• _What you need to do_
How many lines in these entries contain the string "function"? Reply with the number alone.

++++++++++++++++++++

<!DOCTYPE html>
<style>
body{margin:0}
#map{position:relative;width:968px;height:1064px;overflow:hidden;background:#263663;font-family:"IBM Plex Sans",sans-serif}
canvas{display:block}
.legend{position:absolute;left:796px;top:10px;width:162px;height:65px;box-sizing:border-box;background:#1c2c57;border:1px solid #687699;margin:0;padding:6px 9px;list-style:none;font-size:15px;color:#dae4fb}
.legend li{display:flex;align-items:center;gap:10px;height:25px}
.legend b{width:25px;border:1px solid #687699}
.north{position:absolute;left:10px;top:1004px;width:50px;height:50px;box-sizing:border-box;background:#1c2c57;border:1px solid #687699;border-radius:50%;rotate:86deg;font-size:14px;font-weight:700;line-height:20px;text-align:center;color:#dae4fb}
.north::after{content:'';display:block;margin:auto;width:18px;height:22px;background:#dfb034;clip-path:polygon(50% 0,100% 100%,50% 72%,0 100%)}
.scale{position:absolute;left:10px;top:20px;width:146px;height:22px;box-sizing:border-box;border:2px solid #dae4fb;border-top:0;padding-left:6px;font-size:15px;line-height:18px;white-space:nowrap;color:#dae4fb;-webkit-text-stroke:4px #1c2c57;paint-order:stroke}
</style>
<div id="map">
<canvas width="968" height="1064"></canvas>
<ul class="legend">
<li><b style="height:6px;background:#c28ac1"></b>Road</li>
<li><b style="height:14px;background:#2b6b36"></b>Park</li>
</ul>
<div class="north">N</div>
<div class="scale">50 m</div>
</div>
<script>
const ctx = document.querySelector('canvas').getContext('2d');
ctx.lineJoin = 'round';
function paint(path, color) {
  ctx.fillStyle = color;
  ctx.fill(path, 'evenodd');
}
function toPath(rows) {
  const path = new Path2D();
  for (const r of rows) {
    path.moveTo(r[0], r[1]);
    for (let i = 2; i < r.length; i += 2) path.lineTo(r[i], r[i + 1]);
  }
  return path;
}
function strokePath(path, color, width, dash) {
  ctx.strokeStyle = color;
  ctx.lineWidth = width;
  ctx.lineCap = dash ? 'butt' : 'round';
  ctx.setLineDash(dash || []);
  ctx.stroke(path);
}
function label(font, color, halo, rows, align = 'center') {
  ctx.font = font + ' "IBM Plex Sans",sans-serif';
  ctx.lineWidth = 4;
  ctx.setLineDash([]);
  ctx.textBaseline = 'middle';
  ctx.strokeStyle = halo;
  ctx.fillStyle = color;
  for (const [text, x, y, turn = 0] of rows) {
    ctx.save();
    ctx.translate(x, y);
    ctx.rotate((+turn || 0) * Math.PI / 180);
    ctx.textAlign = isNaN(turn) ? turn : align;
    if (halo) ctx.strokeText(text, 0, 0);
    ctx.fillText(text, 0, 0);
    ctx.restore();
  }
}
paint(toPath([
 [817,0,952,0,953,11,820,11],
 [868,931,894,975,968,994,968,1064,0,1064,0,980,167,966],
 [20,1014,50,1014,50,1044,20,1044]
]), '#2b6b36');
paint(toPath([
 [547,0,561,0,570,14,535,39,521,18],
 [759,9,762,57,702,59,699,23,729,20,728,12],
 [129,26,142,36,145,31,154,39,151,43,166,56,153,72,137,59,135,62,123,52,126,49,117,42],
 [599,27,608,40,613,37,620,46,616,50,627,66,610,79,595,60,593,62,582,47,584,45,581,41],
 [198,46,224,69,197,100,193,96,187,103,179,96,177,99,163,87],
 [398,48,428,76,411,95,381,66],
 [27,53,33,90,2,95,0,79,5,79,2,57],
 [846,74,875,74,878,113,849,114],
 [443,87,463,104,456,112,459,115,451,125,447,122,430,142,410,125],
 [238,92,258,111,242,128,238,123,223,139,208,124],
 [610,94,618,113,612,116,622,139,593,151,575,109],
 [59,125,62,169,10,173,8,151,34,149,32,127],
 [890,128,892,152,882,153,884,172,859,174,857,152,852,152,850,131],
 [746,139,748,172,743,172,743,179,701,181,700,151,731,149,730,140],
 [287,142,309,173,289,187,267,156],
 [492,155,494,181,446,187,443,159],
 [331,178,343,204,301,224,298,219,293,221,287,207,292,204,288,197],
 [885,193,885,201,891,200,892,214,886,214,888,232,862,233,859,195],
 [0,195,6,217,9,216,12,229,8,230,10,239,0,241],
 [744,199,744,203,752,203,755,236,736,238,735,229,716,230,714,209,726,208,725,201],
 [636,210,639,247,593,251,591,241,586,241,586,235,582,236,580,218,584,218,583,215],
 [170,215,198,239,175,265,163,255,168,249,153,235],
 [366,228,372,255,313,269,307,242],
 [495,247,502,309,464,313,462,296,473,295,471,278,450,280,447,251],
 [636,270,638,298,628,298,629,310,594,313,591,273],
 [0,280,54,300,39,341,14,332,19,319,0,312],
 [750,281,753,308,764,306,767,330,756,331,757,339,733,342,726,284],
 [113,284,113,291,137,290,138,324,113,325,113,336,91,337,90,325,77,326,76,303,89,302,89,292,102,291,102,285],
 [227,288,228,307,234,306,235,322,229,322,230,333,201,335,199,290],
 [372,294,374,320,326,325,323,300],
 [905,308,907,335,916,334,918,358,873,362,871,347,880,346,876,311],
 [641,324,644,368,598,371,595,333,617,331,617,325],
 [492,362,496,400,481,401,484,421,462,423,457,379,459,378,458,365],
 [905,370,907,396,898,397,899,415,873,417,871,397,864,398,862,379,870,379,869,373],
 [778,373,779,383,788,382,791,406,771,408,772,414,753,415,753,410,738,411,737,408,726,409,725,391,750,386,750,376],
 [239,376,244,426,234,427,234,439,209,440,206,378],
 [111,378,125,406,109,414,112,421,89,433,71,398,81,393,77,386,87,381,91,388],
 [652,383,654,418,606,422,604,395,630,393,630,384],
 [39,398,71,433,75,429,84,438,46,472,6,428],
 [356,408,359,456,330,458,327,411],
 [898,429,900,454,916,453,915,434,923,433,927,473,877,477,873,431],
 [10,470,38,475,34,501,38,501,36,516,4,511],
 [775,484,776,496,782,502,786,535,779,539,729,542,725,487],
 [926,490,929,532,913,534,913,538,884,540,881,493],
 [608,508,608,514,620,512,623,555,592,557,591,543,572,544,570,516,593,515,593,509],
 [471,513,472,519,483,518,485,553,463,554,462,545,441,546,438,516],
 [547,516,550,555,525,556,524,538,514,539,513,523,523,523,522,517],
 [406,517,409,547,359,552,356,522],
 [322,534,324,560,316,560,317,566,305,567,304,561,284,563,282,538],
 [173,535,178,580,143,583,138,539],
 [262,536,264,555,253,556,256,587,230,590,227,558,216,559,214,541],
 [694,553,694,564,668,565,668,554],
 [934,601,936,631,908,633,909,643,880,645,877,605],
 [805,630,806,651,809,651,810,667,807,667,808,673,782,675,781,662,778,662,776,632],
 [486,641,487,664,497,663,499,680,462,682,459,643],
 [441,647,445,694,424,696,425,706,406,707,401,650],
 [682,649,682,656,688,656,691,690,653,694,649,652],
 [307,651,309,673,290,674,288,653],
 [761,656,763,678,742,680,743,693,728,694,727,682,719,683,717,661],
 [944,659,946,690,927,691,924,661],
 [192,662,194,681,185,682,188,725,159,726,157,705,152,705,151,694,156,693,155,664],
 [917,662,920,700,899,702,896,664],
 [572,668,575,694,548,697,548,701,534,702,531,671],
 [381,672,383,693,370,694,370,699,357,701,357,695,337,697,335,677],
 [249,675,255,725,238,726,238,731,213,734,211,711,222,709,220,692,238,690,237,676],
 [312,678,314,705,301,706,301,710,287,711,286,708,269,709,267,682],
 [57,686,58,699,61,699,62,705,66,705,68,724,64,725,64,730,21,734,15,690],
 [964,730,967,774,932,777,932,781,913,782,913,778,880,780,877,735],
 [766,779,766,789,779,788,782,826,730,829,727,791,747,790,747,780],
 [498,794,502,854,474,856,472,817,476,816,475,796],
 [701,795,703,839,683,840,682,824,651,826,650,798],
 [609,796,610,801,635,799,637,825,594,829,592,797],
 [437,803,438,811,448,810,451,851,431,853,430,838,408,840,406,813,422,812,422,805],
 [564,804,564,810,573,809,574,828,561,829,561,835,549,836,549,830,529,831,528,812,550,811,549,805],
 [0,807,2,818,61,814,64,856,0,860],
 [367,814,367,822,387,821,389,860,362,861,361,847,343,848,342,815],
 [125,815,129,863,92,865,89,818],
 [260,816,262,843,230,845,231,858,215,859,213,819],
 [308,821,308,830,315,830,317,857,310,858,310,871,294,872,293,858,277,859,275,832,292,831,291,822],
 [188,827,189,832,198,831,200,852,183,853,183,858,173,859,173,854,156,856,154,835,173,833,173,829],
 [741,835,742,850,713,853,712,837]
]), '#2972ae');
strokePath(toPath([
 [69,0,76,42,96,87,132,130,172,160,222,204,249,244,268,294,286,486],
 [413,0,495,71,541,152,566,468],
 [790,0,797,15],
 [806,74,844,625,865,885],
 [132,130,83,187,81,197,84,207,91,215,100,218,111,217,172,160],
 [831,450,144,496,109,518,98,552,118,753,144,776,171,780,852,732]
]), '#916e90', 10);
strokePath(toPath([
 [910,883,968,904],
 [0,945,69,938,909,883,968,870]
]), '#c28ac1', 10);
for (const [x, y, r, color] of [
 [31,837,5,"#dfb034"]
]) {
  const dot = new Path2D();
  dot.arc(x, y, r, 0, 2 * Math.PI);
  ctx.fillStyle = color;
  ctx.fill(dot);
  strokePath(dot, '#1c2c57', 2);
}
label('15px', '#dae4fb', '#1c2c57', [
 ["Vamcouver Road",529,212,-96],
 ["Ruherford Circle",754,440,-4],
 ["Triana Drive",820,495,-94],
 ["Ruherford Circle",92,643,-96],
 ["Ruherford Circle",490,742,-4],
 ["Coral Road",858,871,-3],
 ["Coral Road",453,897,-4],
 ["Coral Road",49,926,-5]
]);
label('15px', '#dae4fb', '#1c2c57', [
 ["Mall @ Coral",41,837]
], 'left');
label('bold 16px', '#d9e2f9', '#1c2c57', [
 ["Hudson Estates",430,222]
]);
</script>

++++++++++++++++++++

• _Response to the exercise_
4